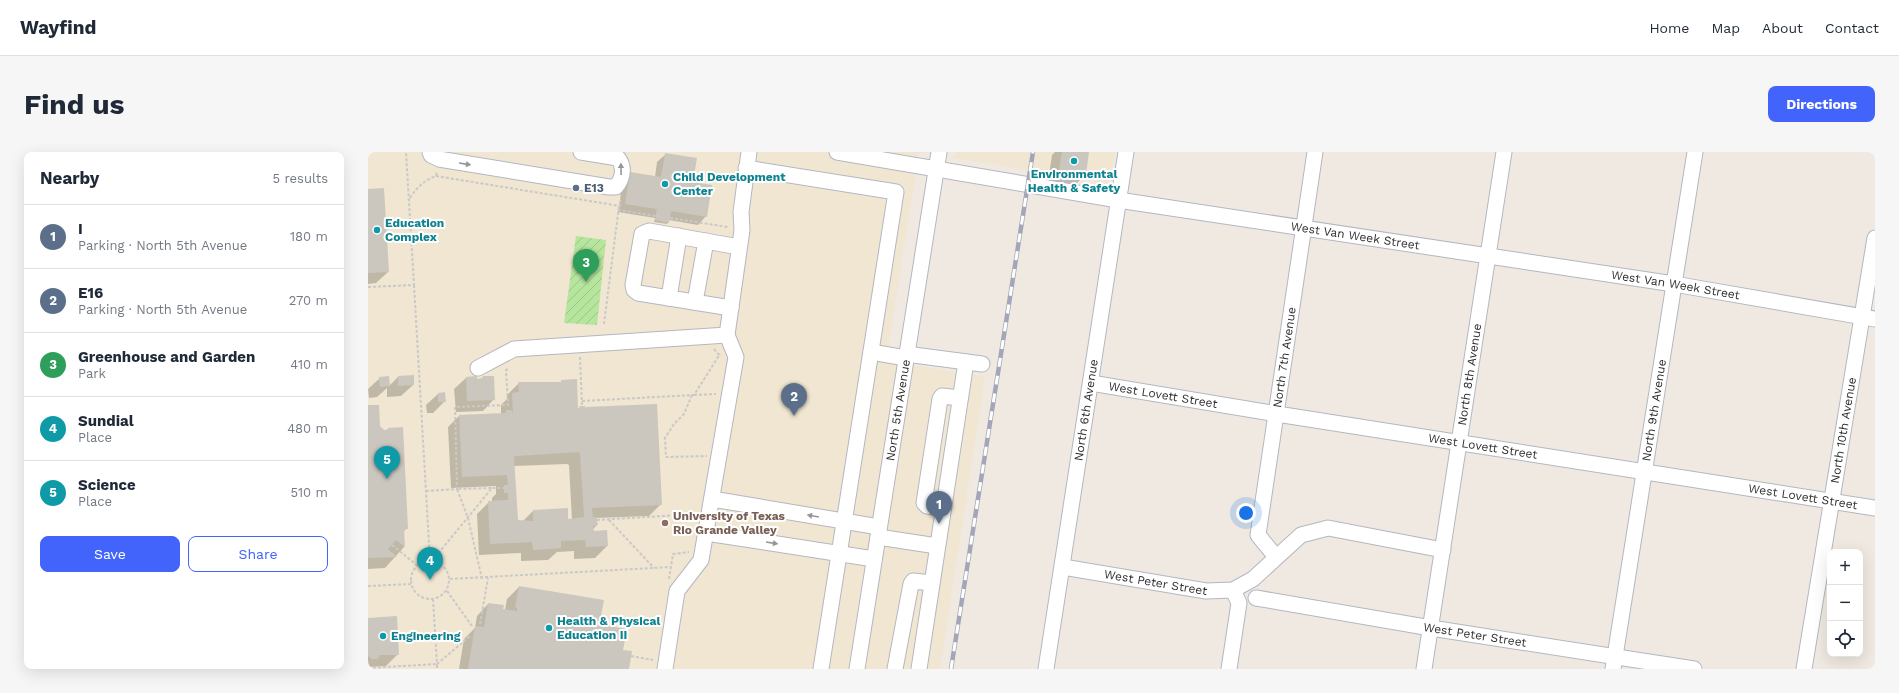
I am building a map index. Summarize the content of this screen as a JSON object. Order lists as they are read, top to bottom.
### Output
{
  "streets": {
    "street": [
      "West Van Week Street",
      "North 7th Avenue",
      "North 8th Avenue",
      "West Lovett Street",
      "North 5th Avenue",
      "North 9th Avenue",
      "North 6th Avenue",
      "North 10th Avenue",
      "West Peter Street"
    ]
  },
  "crossings": [
    ["West Van Week Street", "North 7th Avenue"],
    ["West Van Week Street", "North 8th Avenue"],
    ["West Van Week Street", "North 5th Avenue"],
    ["West Van Week Street", "North 9th Avenue"],
    ["West Van Week Street", "North 6th Avenue"],
    ["West Van Week Street", "North 10th Avenue"],
    ["North 7th Avenue", "West Lovett Street"],
    ["North 7th Avenue", "West Peter Street"],
    ["North 8th Avenue", "West Lovett Street"],
    ["North 8th Avenue", "West Peter Street"],
    ["West Lovett Street", "North 9th Avenue"],
    ["West Lovett Street", "North 6th Avenue"],
    ["West Lovett Street", "North 10th Avenue"],
    ["North 9th Avenue", "West Peter Street"],
    ["North 6th Avenue", "West Peter Street"]
  ],
  "places": [
    "Environmental Health & Safety",
    "Child Development Center",
    "E13",
    "Education Complex",
    "University of Texas Rio Grande Valley",
    "Health & Physical Education II",
    "Engineering"
  ],
  "page": {
    "header": "Wayfind",
    "nav": [
      "Home",
      "Map",
      "About",
      "Contact"
    ],
    "buttons": [
      "Directions",
      ["Save", "Share"]
    ],
    "title": "Find us",
    "heading": ["Nearby", "5 results"],
    "list": [
      {
        "mark": "1",
        "name": "I",
        "note": "Parking · North 5th Avenue",
        "value": "180 m"
      },
      {
        "mark": "2",
        "name": "E16",
        "note": "Parking · North 5th Avenue",
        "value": "270 m"
      },
      {
        "mark": "3",
        "name": "Greenhouse and Garden",
        "note": "Park",
        "value": "410 m"
      },
      {
        "mark": "4",
        "name": "Sundial",
        "note": "Place",
        "value": "480 m"
      },
      {
        "mark": "5",
        "name": "Science",
        "note": "Place",
        "value": "510 m"
      }
    ],
    "pins": [
      "3",
      "2",
      "5",
      "1",
      "4"
    ],
    "map_buttons": ["+", "−"]
  }
}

--------------------------------

Instructions to follow
Reproduce the entries above exactly. Do not include the images.

Response to the exercise
I am building a map index. Summarize the content of this screen as a JSON object. Order lists as they are read, top to bottom.
### Output
{
  "streets": {
    "street": [
      "West Van Week Street",
      "North 7th Avenue",
      "North 8th Avenue",
      "West Lovett Street",
      "North 5th Avenue",
      "North 9th Avenue",
      "North 6th Avenue",
      "North 10th Avenue",
      "West Peter Street"
    ]
  },
  "crossings": [
    ["West Van Week Street", "North 7th Avenue"],
    ["West Van Week Street", "North 8th Avenue"],
    ["West Van Week Street", "North 5th Avenue"],
    ["West Van Week Street", "North 9th Avenue"],
    ["West Van Week Street", "North 6th Avenue"],
    ["West Van Week Street", "North 10th Avenue"],
    ["North 7th Avenue", "West Lovett Street"],
    ["North 7th Avenue", "West Peter Street"],
    ["North 8th Avenue", "West Lovett Street"],
    ["North 8th Avenue", "West Peter Street"],
    ["West Lovett Street", "North 9th Avenue"],
    ["West Lovett Street", "North 6th Avenue"],
    ["West Lovett Street", "North 10th Avenue"],
    ["North 9th Avenue", "West Peter Street"],
    ["North 6th Avenue", "West Peter Street"]
  ],
  "places": [
    "Environmental Health & Safety",
    "Child Development Center",
    "E13",
    "Education Complex",
    "University of Texas Rio Grande Valley",
    "Health & Physical Education II",
    "Engineering"
  ],
  "page": {
    "header": "Wayfind",
    "nav": [
      "Home",
      "Map",
      "About",
      "Contact"
    ],
    "buttons": [
      "Directions",
      ["Save", "Share"]
    ],
    "title": "Find us",
    "heading": ["Nearby", "5 results"],
    "list": [
      {
        "mark": "1",
        "name": "I",
        "note": "Parking · North 5th Avenue",
        "value": "180 m"
      },
      {
        "mark": "2",
        "name": "E16",
        "note": "Parking · North 5th Avenue",
        "value": "270 m"
      },
      {
        "mark": "3",
        "name": "Greenhouse and Garden",
        "note": "Park",
        "value": "410 m"
      },
      {
        "mark": "4",
        "name": "Sundial",
        "note": "Place",
        "value": "480 m"
      },
      {
        "mark": "5",
        "name": "Science",
        "note": "Place",
        "value": "510 m"
      }
    ],
    "pins": [
      "3",
      "2",
      "5",
      "1",
      "4"
    ],
    "map_buttons": ["+", "−"]
  }
}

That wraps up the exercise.